Undergraduate Honors Thesis

Degree Name

Bachelor of Arts (BA)



Advisor/Committee Chair

Carl Bon Tempo, Ph.D.

Committee Member

Christopher L. Pastore, Ph.D


The size of New York’s Chinese community surged after 1968, in turn leading to shortages in affordable housing and insufficient employment opportunities. The urban crisis of New York City exacerbated these problems. This thesis will explore New York’s Asian-American collective struggles against landlords’ eviction and employment discrimination.

The housing story began in 1969. The New York Telephone Company bought buildings in Chinatown and evicted all tenants. Tenants used various strategies to resist. Finally, their efforts secured a long-term lease. The employment story mainly occurred in 1974. The developer of Confucius Plaza in Chinatown hired two Asian construction workers to accommodate the requirements of the affirmative action. Asian Americans protested massively and finally got thirty nine positions for Asian Americans.

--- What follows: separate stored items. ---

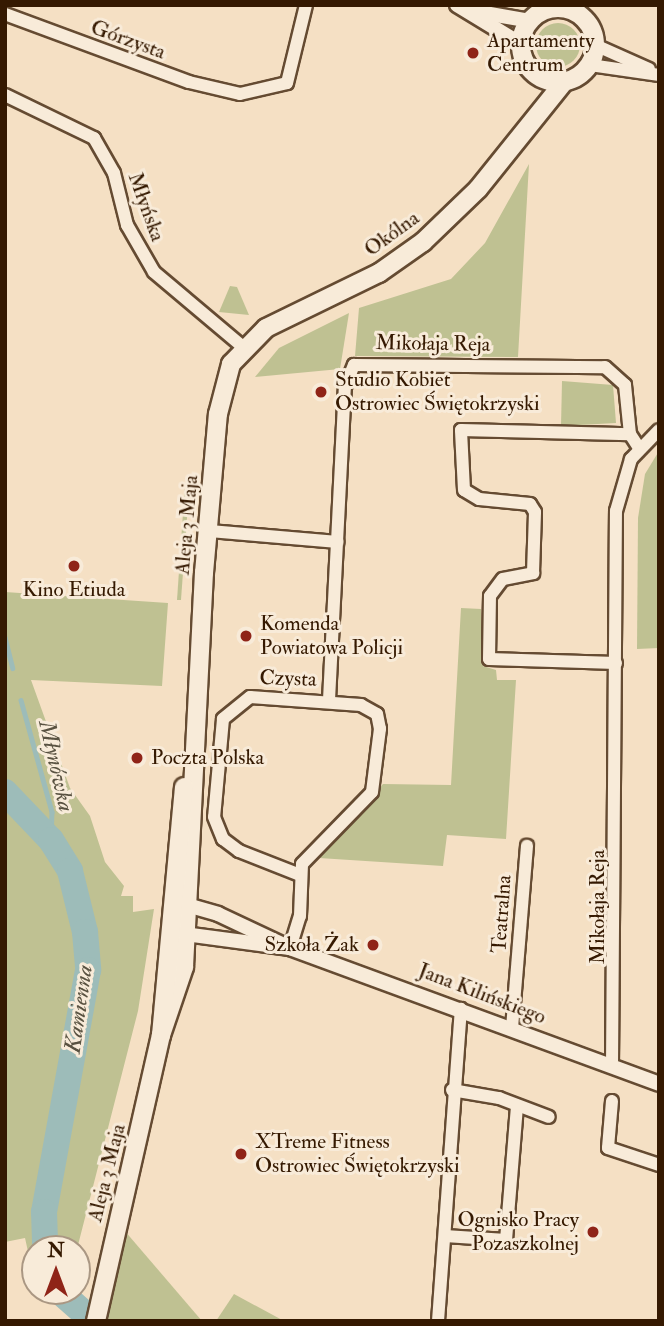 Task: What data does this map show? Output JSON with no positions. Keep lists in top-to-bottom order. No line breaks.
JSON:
{"streets":{"main road":["Okólna","Aleja 3 Maja"],"street":["Górzysta","Młyńska","Mikołaja Reja","Czysta","Teatralna","Jana Kilińskiego"]},"crossings":[["Młyńska","Okólna"],["Młyńska","Aleja 3 Maja"],["Okólna","Aleja 3 Maja"],["Mikołaja Reja","Czysta"],["Mikołaja Reja","Jana Kilińskiego"],["Aleja 3 Maja","Jana Kilińskiego"],["Czysta","Jana Kilińskiego"],["Teatralna","Jana Kilińskiego"]],"water":["Młynówka","Kamienna"],"places":["Apartamenty Centrum","Studio Kobiet Ostrowiec Świętokrzyski","Kino Etiuda","Komenda Powiatowa Policji","Poczta Polska","Szkoła Żak","XTreme Fitness Ostrowiec Świętokrzyski","Ognisko Pracy Pozaszkolnej"],"north":"top"} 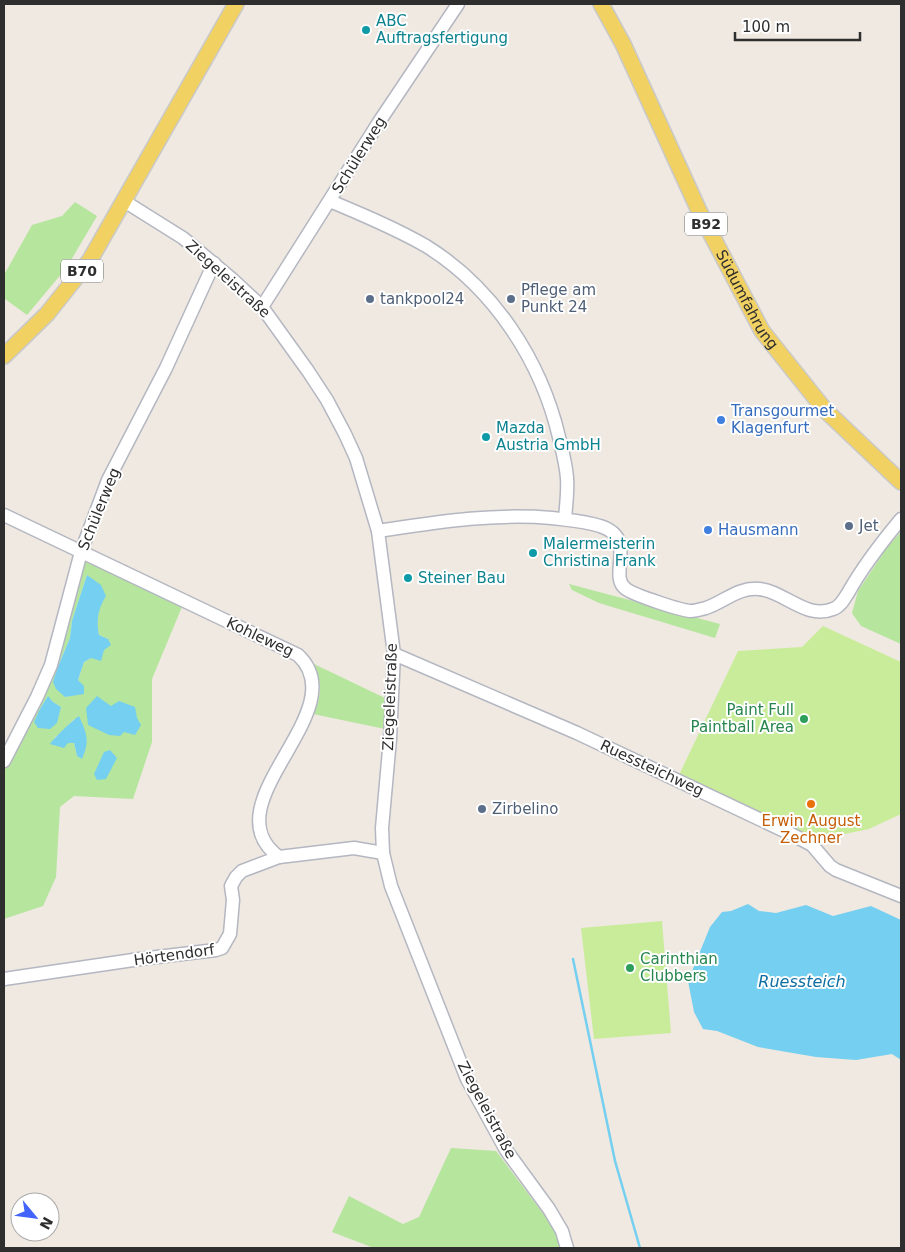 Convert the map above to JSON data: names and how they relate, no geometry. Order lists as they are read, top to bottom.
{
  "streets": {
    "main road": ["B92", "B70", "Südumfahrung"],
    "street": [
      "Schülerweg",
      "Ziegeleistraße",
      "Kohleweg",
      "Ruessteichweg",
      "Hörtendorf"
    ]
  },
  "crossings": [
    ["Schülerweg", "Ziegeleistraße"],
    ["Schülerweg", "Kohleweg"],
    ["B70", "Ziegeleistraße"],
    ["Ziegeleistraße", "Ruessteichweg"],
    ["Kohleweg", "Hörtendorf"]
  ],
  "water": ["Ruessteich"],
  "places": [
    "ABC Auftragsfertigung",
    "tankpool24",
    "Pflege am Punkt 24",
    "Transgourmet Klagenfurt",
    "Mazda Austria GmbH",
    "Jet",
    "Hausmann",
    "Malermeisterin Christina Frank",
    "Steiner Bau",
    "Paint Full Paintball Area",
    "Erwin August Zechner",
    "Zirbelino",
    "Carinthian Clubbers"
  ],
  "scale_bar": "100 m",
  "north": "bottom right"
} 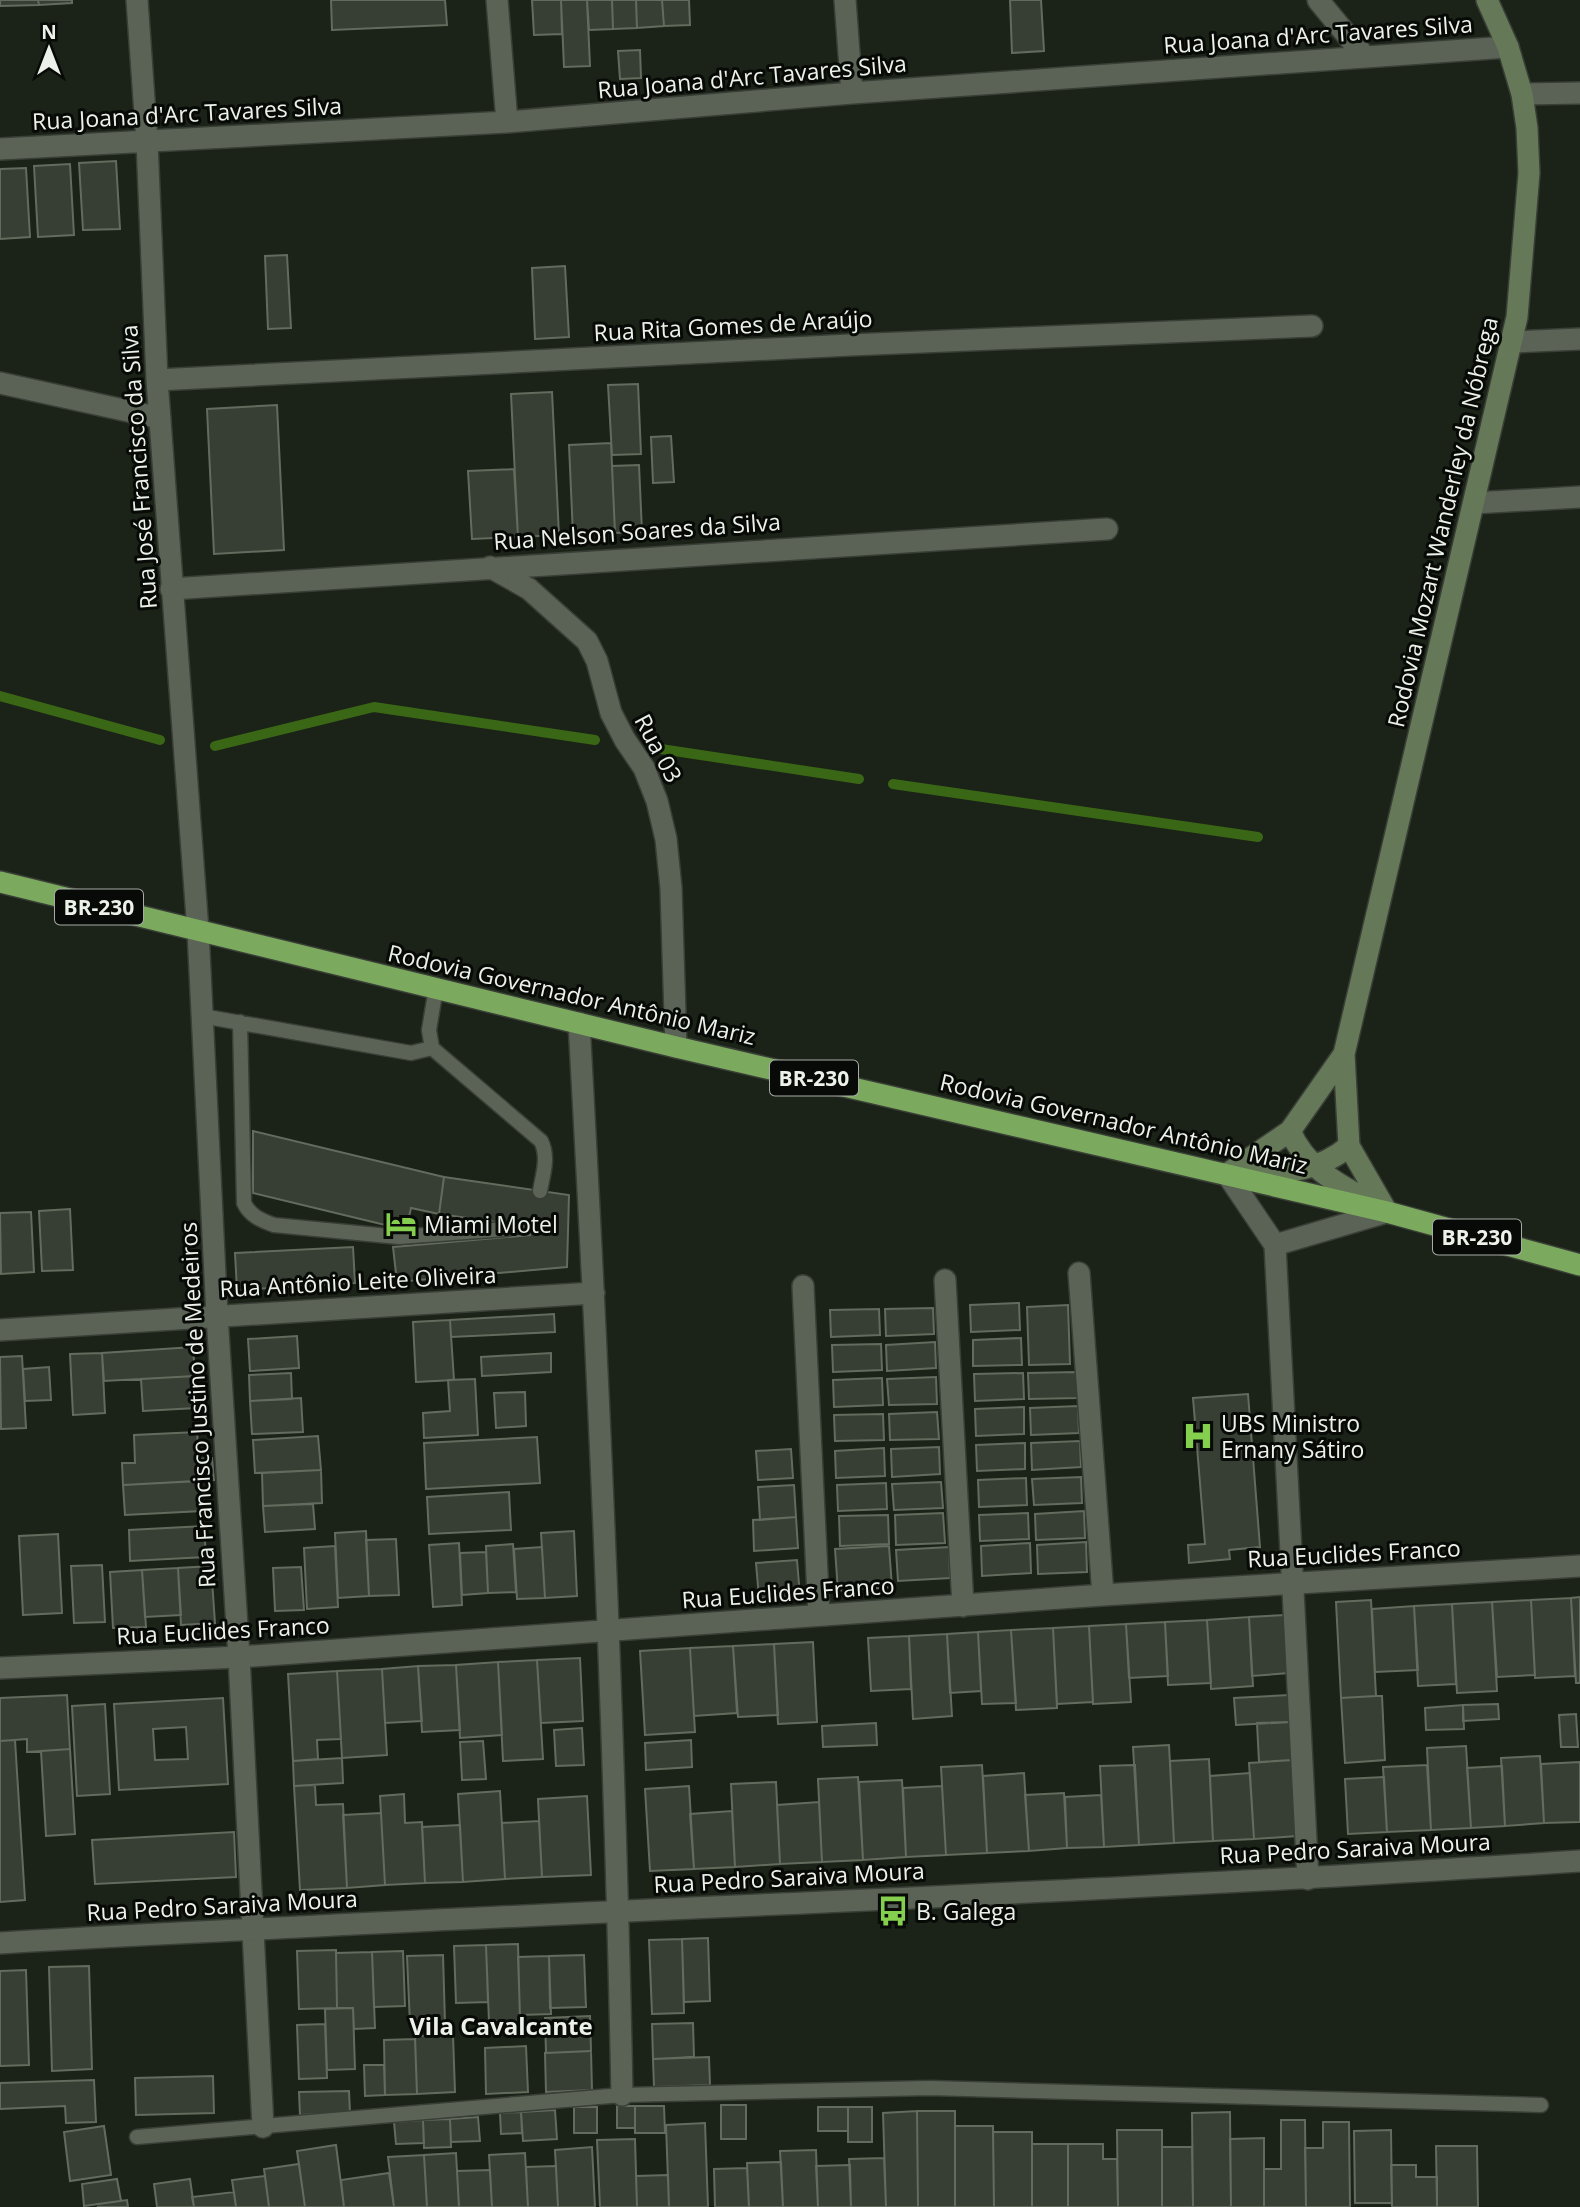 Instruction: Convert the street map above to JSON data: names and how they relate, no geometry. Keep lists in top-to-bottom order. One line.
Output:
{"streets":{"highway":["BR-230","Rodovia Governador Antônio Mariz"],"main road":["Rodovia Mozart Wanderley da Nóbrega"],"street":["Rua Joana d'Arc Tavares Silva","Rua Rita Gomes de Araújo","Rua José Francisco da Silva","Rua Nelson Soares da Silva","Rua 03","Rua Antônio Leite Oliveira","Rua Francisco Justino de Medeiros","Rua Euclides Franco","Rua Pedro Saraiva Moura"]},"crossings":[["Rua Joana d'Arc Tavares Silva","Rua José Francisco da Silva"],["Rua Joana d'Arc Tavares Silva","Rodovia Mozart Wanderley da Nóbrega"],["Rua Rita Gomes de Araújo","Rua José Francisco da Silva"],["Rua José Francisco da Silva","Rua Nelson Soares da Silva"],["Rua José Francisco da Silva","Rodovia Governador Antônio Mariz"],["Rua José Francisco da Silva","Rua Francisco Justino de Medeiros"],["Rodovia Mozart Wanderley da Nóbrega","Rodovia Governador Antônio Mariz"],["Rua Nelson Soares da Silva","Rua 03"],["Rua 03","Rodovia Governador Antônio Mariz"],["Rodovia Governador Antônio Mariz","Rua Francisco Justino de Medeiros"],["Rua Antônio Leite Oliveira","Rua Francisco Justino de Medeiros"],["Rua Francisco Justino de Medeiros","Rua Euclides Franco"],["Rua Francisco Justino de Medeiros","Rua Pedro Saraiva Moura"]],"districts":["Vila Cavalcante"],"places":{"hotel":["Miami Motel"],"hospital":["UBS Ministro Ernany Sátiro"],"bus stop":["B. Galega"]},"north":"top"}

This thesis’s primary source base will draw on publications of racial minority organizations such as I Wor Kuen and Asian Americans for Equal Employment, newspapers, oral histories, and government statistics. This thesis asks: How did “model minorities” become political activists? What was the role of interracial coalitions in two struggles? How did protesters succeed? And what was the legacy of two struggles?

This thesis argues that interracial coalitions emerged from colleges. Student group activities prepared Asian college students to participate in social movements. Asian American activists identified and successfully avoided eviction and work discrimination by using wise strategies. The younger generation’s commitment and interracial coalitions were keys to their success. Two struggles added racial minorities’ housing and employment problems to the city’s political agenda, establishing paradigms for subsequent resistances. Two struggles trained future Chinese-American leaders, sowing the seeds of the self-determination of Asian-American communities in the background of Asian American movements.